**DIRECTIONS FOR THIS TASK**
Line by line, repeat the material below without any deviation.

**THE INPUT**
☆ ☆ ☆ ☆ ☆ ☆ ☆
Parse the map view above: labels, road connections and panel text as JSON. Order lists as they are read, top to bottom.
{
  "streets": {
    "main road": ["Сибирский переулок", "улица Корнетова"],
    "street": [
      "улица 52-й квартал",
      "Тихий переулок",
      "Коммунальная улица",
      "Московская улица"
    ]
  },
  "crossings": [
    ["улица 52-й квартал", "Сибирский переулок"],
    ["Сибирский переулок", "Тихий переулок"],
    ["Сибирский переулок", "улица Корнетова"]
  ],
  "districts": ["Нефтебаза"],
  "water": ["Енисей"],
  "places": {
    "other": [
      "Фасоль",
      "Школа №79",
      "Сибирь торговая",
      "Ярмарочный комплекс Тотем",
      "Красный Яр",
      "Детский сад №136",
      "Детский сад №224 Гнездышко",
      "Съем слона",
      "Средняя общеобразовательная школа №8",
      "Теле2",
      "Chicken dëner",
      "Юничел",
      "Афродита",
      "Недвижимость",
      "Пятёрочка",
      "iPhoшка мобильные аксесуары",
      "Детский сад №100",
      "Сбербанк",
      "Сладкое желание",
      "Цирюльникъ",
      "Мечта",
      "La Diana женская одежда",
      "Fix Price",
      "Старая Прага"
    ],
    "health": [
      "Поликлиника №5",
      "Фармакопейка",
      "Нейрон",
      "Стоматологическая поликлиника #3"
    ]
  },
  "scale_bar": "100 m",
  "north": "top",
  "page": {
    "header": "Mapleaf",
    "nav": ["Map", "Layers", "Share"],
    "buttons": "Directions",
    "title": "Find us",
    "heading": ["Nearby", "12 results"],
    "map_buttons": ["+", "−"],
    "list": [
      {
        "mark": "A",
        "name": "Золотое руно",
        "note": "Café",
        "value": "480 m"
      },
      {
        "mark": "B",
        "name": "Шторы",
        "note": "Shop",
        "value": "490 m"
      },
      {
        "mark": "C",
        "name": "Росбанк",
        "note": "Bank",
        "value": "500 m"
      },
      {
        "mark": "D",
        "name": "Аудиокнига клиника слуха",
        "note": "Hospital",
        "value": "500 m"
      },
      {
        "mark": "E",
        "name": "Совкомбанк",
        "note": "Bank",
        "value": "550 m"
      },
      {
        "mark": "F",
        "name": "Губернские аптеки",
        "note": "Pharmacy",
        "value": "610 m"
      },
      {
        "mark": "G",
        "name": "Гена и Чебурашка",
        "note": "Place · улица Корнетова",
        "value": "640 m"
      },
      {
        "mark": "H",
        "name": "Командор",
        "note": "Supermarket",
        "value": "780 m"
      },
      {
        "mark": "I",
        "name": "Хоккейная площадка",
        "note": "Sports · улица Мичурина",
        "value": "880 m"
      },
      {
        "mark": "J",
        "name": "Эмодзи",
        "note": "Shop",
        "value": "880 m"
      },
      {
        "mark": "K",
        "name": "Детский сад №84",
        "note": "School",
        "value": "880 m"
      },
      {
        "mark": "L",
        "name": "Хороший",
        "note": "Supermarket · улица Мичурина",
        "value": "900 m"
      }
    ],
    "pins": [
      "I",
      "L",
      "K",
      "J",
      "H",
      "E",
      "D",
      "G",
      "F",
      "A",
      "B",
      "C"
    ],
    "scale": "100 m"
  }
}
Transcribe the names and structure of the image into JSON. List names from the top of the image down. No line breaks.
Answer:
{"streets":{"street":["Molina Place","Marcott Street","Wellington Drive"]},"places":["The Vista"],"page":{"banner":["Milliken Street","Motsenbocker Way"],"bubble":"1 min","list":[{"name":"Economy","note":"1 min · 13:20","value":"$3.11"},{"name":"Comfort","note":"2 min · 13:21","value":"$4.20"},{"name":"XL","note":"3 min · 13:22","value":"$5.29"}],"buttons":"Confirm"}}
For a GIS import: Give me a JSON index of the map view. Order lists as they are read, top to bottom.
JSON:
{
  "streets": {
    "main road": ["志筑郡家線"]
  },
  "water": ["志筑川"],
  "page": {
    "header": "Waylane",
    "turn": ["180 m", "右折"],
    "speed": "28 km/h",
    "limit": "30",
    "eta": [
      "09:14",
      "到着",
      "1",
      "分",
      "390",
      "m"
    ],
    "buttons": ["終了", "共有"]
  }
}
☆ ☆ ☆ ☆ ☆ ☆ ☆
**TASK RESPONSE**
Parse the map view above: labels, road connections and panel text as JSON. Order lists as they are read, top to bottom.
{
  "streets": {
    "main road": ["Сибирский переулок", "улица Корнетова"],
    "street": [
      "улица 52-й квартал",
      "Тихий переулок",
      "Коммунальная улица",
      "Московская улица"
    ]
  },
  "crossings": [
    ["улица 52-й квартал", "Сибирский переулок"],
    ["Сибирский переулок", "Тихий переулок"],
    ["Сибирский переулок", "улица Корнетова"]
  ],
  "districts": ["Нефтебаза"],
  "water": ["Енисей"],
  "places": {
    "other": [
      "Фасоль",
      "Школа №79",
      "Сибирь торговая",
      "Ярмарочный комплекс Тотем",
      "Красный Яр",
      "Детский сад №136",
      "Детский сад №224 Гнездышко",
      "Съем слона",
      "Средняя общеобразовательная школа №8",
      "Теле2",
      "Chicken dëner",
      "Юничел",
      "Афродита",
      "Недвижимость",
      "Пятёрочка",
      "iPhoшка мобильные аксесуары",
      "Детский сад №100",
      "Сбербанк",
      "Сладкое желание",
      "Цирюльникъ",
      "Мечта",
      "La Diana женская одежда",
      "Fix Price",
      "Старая Прага"
    ],
    "health": [
      "Поликлиника №5",
      "Фармакопейка",
      "Нейрон",
      "Стоматологическая поликлиника #3"
    ]
  },
  "scale_bar": "100 m",
  "north": "top",
  "page": {
    "header": "Mapleaf",
    "nav": ["Map", "Layers", "Share"],
    "buttons": "Directions",
    "title": "Find us",
    "heading": ["Nearby", "12 results"],
    "map_buttons": ["+", "−"],
    "list": [
      {
        "mark": "A",
        "name": "Золотое руно",
        "note": "Café",
        "value": "480 m"
      },
      {
        "mark": "B",
        "name": "Шторы",
        "note": "Shop",
        "value": "490 m"
      },
      {
        "mark": "C",
        "name": "Росбанк",
        "note": "Bank",
        "value": "500 m"
      },
      {
        "mark": "D",
        "name": "Аудиокнига клиника слуха",
        "note": "Hospital",
        "value": "500 m"
      },
      {
        "mark": "E",
        "name": "Совкомбанк",
        "note": "Bank",
        "value": "550 m"
      },
      {
        "mark": "F",
        "name": "Губернские аптеки",
        "note": "Pharmacy",
        "value": "610 m"
      },
      {
        "mark": "G",
        "name": "Гена и Чебурашка",
        "note": "Place · улица Корнетова",
        "value": "640 m"
      },
      {
        "mark": "H",
        "name": "Командор",
        "note": "Supermarket",
        "value": "780 m"
      },
      {
        "mark": "I",
        "name": "Хоккейная площадка",
        "note": "Sports · улица Мичурина",
        "value": "880 m"
      },
      {
        "mark": "J",
        "name": "Эмодзи",
        "note": "Shop",
        "value": "880 m"
      },
      {
        "mark": "K",
        "name": "Детский сад №84",
        "note": "School",
        "value": "880 m"
      },
      {
        "mark": "L",
        "name": "Хороший",
        "note": "Supermarket · улица Мичурина",
        "value": "900 m"
      }
    ],
    "pins": [
      "I",
      "L",
      "K",
      "J",
      "H",
      "E",
      "D",
      "G",
      "F",
      "A",
      "B",
      "C"
    ],
    "scale": "100 m"
  }
}
Transcribe the names and structure of the image into JSON. List names from the top of the image down. No line breaks.
Answer:
{"streets":{"street":["Molina Place","Marcott Street","Wellington Drive"]},"places":["The Vista"],"page":{"banner":["Milliken Street","Motsenbocker Way"],"bubble":"1 min","list":[{"name":"Economy","note":"1 min · 13:20","value":"$3.11"},{"name":"Comfort","note":"2 min · 13:21","value":"$4.20"},{"name":"XL","note":"3 min · 13:22","value":"$5.29"}],"buttons":"Confirm"}}
For a GIS import: Give me a JSON index of the map view. Order lists as they are read, top to bottom.
JSON:
{
  "streets": {
    "main road": ["志筑郡家線"]
  },
  "water": ["志筑川"],
  "page": {
    "header": "Waylane",
    "turn": ["180 m", "右折"],
    "speed": "28 km/h",
    "limit": "30",
    "eta": [
      "09:14",
      "到着",
      "1",
      "分",
      "390",
      "m"
    ],
    "buttons": ["終了", "共有"]
  }
}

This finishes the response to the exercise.